▶ [What you need to do]:
Go through the records line by line from the top and repeat each one exactly, ending with the line that contains "context.font = font".

Collected data:
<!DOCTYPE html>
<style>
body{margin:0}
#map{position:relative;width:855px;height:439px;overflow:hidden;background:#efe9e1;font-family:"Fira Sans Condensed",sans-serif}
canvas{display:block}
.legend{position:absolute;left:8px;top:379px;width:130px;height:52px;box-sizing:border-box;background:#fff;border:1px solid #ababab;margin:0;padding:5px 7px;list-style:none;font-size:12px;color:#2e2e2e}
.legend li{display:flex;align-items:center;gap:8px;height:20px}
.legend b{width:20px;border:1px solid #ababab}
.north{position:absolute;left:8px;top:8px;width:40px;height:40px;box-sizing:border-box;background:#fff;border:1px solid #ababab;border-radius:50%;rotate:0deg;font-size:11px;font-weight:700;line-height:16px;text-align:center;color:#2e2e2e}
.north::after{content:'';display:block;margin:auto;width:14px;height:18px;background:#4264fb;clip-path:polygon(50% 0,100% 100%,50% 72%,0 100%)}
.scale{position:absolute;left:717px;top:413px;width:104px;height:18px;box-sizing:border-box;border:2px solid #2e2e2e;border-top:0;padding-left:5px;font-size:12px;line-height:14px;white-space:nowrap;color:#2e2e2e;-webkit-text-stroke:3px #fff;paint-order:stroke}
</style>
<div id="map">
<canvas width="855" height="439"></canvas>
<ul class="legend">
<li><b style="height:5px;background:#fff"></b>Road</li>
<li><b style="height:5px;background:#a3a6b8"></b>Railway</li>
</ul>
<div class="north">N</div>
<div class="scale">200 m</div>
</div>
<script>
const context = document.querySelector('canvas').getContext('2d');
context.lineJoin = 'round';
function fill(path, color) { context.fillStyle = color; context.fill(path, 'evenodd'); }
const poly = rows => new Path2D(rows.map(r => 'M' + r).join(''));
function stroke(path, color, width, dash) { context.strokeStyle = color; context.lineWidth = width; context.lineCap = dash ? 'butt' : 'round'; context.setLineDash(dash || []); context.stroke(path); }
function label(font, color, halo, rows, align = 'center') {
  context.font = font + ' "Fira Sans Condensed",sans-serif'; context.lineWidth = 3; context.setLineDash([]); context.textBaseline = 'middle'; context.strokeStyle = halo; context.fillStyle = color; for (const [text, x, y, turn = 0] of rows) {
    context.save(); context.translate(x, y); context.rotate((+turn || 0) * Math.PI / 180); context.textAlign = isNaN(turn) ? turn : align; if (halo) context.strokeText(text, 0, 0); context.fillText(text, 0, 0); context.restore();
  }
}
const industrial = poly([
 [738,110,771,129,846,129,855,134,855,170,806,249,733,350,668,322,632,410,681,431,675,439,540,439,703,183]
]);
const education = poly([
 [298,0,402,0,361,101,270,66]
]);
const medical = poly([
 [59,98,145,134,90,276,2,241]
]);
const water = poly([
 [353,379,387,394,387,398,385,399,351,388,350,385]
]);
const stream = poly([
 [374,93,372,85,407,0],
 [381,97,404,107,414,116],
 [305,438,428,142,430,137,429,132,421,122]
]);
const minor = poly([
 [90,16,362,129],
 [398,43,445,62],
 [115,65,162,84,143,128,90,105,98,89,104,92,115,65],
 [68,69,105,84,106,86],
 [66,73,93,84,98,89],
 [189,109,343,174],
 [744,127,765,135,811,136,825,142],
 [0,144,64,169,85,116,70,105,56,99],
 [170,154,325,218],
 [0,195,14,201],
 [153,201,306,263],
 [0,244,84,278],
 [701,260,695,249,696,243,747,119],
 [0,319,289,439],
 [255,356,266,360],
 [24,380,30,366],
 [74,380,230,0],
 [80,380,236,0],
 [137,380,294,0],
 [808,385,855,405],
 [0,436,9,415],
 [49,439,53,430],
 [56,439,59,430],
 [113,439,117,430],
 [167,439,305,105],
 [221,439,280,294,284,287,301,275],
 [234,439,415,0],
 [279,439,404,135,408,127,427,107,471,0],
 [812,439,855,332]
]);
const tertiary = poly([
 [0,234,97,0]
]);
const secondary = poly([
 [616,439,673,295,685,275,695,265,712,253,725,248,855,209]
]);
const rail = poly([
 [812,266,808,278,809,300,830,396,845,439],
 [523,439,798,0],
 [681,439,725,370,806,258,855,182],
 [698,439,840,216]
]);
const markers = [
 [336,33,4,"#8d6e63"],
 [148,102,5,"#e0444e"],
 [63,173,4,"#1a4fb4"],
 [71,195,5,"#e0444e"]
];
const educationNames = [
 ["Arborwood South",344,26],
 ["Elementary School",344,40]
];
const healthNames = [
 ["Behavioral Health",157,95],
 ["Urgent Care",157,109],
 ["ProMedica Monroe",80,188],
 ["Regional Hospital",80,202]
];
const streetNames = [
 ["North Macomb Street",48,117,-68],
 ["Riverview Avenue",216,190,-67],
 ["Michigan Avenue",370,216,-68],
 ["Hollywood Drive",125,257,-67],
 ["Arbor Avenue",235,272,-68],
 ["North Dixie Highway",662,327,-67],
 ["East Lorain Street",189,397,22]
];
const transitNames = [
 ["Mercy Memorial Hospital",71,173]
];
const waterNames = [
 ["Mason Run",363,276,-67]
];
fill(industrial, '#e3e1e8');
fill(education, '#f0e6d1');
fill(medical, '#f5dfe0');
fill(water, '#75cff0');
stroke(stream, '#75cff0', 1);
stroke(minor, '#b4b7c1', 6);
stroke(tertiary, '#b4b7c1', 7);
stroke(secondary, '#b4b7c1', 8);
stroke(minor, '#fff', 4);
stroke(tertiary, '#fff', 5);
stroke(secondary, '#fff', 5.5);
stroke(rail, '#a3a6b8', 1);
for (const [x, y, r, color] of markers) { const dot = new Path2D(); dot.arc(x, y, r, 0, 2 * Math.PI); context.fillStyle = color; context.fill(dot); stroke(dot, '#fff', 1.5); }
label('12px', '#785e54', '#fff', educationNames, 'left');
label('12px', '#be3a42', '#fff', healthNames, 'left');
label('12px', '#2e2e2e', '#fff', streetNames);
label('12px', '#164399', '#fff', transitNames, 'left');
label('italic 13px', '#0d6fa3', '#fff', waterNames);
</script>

▶ [Solution]:
<!DOCTYPE html>
<style>
body{margin:0}
#map{position:relative;width:855px;height:439px;overflow:hidden;background:#efe9e1;font-family:"Fira Sans Condensed",sans-serif}
canvas{display:block}
.legend{position:absolute;left:8px;top:379px;width:130px;height:52px;box-sizing:border-box;background:#fff;border:1px solid #ababab;margin:0;padding:5px 7px;list-style:none;font-size:12px;color:#2e2e2e}
.legend li{display:flex;align-items:center;gap:8px;height:20px}
.legend b{width:20px;border:1px solid #ababab}
.north{position:absolute;left:8px;top:8px;width:40px;height:40px;box-sizing:border-box;background:#fff;border:1px solid #ababab;border-radius:50%;rotate:0deg;font-size:11px;font-weight:700;line-height:16px;text-align:center;color:#2e2e2e}
.north::after{content:'';display:block;margin:auto;width:14px;height:18px;background:#4264fb;clip-path:polygon(50% 0,100% 100%,50% 72%,0 100%)}
.scale{position:absolute;left:717px;top:413px;width:104px;height:18px;box-sizing:border-box;border:2px solid #2e2e2e;border-top:0;padding-left:5px;font-size:12px;line-height:14px;white-space:nowrap;color:#2e2e2e;-webkit-text-stroke:3px #fff;paint-order:stroke}
</style>
<div id="map">
<canvas width="855" height="439"></canvas>
<ul class="legend">
<li><b style="height:5px;background:#fff"></b>Road</li>
<li><b style="height:5px;background:#a3a6b8"></b>Railway</li>
</ul>
<div class="north">N</div>
<div class="scale">200 m</div>
</div>
<script>
const context = document.querySelector('canvas').getContext('2d');
context.lineJoin = 'round';
function fill(path, color) { context.fillStyle = color; context.fill(path, 'evenodd'); }
const poly = rows => new Path2D(rows.map(r => 'M' + r).join(''));
function stroke(path, color, width, dash) { context.strokeStyle = color; context.lineWidth = width; context.lineCap = dash ? 'butt' : 'round'; context.setLineDash(dash || []); context.stroke(path); }
function label(font, color, halo, rows, align = 'center') {
  context.font = font + ' "Fira Sans Condensed",sans-serif'; context.lineWidth = 3; context.setLineDash([]); context.textBaseline = 'middle'; context.strokeStyle = halo; context.fillStyle = color; for (const [text, x, y, turn = 0] of rows) {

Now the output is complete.